Entries provided: Begin

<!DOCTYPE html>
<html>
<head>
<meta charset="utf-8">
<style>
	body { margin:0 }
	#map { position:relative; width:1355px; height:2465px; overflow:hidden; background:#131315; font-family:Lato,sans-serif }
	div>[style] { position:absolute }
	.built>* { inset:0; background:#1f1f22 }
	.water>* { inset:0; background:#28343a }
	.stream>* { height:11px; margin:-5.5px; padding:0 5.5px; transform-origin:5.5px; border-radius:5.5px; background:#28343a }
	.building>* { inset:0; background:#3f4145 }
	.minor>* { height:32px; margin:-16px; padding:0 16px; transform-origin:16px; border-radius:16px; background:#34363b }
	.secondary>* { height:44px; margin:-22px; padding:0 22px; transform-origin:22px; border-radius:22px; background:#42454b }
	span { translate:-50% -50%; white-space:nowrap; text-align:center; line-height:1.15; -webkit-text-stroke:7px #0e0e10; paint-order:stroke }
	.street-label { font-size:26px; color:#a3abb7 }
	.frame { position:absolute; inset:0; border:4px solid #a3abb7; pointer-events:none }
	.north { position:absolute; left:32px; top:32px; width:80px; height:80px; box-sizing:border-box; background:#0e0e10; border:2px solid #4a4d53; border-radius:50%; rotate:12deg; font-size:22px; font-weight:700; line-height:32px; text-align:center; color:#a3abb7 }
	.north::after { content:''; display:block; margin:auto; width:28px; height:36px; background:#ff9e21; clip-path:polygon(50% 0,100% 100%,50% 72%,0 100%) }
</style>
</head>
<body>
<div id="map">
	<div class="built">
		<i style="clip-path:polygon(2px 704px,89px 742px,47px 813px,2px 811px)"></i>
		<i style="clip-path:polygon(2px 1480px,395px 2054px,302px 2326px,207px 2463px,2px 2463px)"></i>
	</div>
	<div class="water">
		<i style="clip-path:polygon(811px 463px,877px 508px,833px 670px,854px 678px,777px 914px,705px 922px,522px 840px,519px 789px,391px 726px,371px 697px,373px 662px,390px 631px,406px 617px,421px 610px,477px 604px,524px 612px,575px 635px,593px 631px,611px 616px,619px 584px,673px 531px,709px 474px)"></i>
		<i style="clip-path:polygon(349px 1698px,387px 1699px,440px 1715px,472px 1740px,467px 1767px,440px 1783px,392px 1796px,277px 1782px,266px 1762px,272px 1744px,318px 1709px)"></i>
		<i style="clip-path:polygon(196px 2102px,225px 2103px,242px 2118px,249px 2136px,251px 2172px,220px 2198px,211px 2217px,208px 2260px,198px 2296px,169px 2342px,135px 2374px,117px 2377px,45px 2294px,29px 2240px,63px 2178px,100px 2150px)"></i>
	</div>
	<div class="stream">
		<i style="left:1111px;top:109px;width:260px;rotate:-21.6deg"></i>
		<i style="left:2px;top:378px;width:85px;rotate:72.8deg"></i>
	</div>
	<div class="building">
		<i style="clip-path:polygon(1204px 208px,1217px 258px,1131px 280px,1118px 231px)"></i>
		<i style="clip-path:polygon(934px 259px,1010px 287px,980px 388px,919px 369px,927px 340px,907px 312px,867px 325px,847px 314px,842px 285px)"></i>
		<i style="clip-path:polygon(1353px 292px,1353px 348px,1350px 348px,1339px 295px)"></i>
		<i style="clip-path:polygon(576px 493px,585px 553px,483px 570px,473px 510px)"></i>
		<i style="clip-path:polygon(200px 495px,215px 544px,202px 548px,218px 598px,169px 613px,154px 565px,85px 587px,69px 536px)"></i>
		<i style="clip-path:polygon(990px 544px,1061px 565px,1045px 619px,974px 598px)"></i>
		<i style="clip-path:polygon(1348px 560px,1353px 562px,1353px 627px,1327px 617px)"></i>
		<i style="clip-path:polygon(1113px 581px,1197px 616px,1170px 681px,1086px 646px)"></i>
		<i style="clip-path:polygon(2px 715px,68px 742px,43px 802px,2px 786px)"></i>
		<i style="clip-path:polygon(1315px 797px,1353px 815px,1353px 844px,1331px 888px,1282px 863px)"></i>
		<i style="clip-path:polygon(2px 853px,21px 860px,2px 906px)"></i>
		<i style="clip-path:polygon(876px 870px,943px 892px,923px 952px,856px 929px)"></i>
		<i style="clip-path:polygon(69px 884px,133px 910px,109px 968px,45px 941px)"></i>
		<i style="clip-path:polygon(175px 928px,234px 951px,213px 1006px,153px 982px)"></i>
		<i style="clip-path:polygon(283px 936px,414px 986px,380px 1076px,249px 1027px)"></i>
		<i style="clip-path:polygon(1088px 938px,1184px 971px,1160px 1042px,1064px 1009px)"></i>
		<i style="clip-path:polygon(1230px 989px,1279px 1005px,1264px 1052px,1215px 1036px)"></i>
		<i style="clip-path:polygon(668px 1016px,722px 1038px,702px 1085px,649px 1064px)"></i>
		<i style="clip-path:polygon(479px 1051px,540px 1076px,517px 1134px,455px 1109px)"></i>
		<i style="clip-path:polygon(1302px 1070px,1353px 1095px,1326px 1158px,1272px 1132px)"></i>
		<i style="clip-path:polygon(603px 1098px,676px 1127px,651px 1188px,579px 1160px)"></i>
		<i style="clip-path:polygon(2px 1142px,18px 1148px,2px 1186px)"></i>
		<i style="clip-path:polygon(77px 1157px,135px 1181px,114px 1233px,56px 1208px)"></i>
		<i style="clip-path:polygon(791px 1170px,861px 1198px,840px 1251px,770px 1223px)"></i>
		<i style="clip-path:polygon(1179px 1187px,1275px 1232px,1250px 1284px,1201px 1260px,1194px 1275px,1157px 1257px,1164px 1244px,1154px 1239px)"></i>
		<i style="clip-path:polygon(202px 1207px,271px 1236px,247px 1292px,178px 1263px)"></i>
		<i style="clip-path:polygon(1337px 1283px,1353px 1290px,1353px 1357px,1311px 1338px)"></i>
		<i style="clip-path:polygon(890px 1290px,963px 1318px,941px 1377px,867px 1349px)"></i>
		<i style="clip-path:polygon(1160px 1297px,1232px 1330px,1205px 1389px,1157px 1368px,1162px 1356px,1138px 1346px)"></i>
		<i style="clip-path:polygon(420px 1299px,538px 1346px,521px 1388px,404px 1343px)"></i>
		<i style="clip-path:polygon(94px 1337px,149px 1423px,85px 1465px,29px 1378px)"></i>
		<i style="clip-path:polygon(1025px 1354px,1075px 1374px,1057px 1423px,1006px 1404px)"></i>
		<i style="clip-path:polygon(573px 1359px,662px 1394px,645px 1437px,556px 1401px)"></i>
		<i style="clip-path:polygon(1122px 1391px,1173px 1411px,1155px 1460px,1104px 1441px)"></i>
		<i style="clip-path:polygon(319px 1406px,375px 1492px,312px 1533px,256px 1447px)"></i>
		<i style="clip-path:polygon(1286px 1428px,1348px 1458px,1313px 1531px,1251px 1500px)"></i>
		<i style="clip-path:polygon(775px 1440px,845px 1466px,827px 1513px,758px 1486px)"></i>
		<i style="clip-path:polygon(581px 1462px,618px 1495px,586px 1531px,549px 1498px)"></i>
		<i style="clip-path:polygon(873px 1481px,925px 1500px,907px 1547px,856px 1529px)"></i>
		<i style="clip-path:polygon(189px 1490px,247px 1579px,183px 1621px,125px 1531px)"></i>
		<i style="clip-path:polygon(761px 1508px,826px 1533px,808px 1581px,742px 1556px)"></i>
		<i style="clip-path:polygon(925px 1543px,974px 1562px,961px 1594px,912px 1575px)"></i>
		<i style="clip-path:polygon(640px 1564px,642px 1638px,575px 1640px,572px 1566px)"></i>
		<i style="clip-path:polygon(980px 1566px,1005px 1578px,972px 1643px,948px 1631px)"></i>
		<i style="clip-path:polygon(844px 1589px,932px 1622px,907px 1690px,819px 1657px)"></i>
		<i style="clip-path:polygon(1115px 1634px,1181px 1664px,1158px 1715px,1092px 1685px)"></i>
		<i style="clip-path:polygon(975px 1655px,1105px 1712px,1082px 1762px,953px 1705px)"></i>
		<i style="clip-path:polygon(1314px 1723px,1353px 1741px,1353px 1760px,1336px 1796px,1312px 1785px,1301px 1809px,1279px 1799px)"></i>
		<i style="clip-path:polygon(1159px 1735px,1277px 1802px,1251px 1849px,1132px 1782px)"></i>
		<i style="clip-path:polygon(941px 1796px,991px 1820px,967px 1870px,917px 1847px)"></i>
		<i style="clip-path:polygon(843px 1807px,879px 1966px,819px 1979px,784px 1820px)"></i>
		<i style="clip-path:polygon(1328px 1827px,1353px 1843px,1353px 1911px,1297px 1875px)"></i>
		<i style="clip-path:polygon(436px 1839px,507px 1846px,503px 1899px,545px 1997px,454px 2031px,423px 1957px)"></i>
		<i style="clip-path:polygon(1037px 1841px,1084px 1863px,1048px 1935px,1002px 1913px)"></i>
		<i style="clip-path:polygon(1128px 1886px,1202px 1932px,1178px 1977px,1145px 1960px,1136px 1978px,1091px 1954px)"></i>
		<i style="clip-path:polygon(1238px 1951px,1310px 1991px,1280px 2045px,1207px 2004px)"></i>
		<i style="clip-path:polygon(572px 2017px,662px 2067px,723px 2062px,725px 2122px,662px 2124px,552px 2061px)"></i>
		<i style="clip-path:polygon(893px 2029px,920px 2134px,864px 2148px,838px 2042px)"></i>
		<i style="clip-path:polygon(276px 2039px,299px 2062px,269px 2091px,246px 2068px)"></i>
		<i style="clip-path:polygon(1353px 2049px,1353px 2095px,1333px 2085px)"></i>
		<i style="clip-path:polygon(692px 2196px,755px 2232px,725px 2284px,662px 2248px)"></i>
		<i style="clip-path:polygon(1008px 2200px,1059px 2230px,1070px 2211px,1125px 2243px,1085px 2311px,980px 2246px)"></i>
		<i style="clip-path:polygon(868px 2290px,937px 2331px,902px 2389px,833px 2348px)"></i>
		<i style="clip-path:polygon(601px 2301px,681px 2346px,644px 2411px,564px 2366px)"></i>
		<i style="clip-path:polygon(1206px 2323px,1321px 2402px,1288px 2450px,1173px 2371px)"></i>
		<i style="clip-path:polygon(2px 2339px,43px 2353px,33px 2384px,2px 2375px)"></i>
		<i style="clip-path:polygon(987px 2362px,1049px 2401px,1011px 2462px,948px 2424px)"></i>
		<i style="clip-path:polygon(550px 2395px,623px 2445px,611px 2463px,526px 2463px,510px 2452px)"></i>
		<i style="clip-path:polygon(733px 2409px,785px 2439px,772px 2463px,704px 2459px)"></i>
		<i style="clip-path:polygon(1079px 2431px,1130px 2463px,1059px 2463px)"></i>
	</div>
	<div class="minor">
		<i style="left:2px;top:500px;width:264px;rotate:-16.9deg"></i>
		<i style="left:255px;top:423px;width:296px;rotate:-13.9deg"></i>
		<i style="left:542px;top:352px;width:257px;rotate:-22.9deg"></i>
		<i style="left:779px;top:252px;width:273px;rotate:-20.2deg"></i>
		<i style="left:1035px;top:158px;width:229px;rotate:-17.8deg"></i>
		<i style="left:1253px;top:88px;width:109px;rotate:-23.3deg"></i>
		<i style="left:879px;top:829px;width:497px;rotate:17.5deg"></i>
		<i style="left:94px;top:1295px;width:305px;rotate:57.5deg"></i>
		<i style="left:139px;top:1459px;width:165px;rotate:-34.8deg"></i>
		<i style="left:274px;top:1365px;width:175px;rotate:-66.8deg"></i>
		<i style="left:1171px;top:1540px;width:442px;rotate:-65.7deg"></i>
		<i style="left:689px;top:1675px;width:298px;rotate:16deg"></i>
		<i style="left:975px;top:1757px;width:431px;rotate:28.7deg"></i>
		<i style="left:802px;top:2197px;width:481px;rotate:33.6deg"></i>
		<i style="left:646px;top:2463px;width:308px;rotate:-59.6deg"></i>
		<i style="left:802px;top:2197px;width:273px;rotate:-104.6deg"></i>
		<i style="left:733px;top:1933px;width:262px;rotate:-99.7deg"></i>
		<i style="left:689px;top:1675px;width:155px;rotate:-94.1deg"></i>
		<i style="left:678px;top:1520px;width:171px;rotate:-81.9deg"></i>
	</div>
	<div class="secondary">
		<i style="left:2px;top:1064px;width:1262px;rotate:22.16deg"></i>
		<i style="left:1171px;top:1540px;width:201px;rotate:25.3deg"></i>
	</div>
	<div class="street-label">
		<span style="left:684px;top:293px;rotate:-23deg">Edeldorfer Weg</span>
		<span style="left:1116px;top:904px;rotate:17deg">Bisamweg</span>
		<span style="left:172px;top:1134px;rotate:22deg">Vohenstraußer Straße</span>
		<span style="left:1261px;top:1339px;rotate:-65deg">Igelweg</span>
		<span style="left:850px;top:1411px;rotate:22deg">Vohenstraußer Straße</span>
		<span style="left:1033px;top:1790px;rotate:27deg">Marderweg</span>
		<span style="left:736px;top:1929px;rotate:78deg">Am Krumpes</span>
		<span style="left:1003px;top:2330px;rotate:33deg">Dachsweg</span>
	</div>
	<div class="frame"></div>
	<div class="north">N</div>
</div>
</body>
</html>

Entries provided: End

» Your objective
Filter the lines above so that only those with the string "stream" remain, then copy them.

» Output of the task
	.stream>* { height:11px; margin:-5.5px; padding:0 5.5px; transform-origin:5.5px; border-radius:5.5px; background:#28343a }
	<div class="stream">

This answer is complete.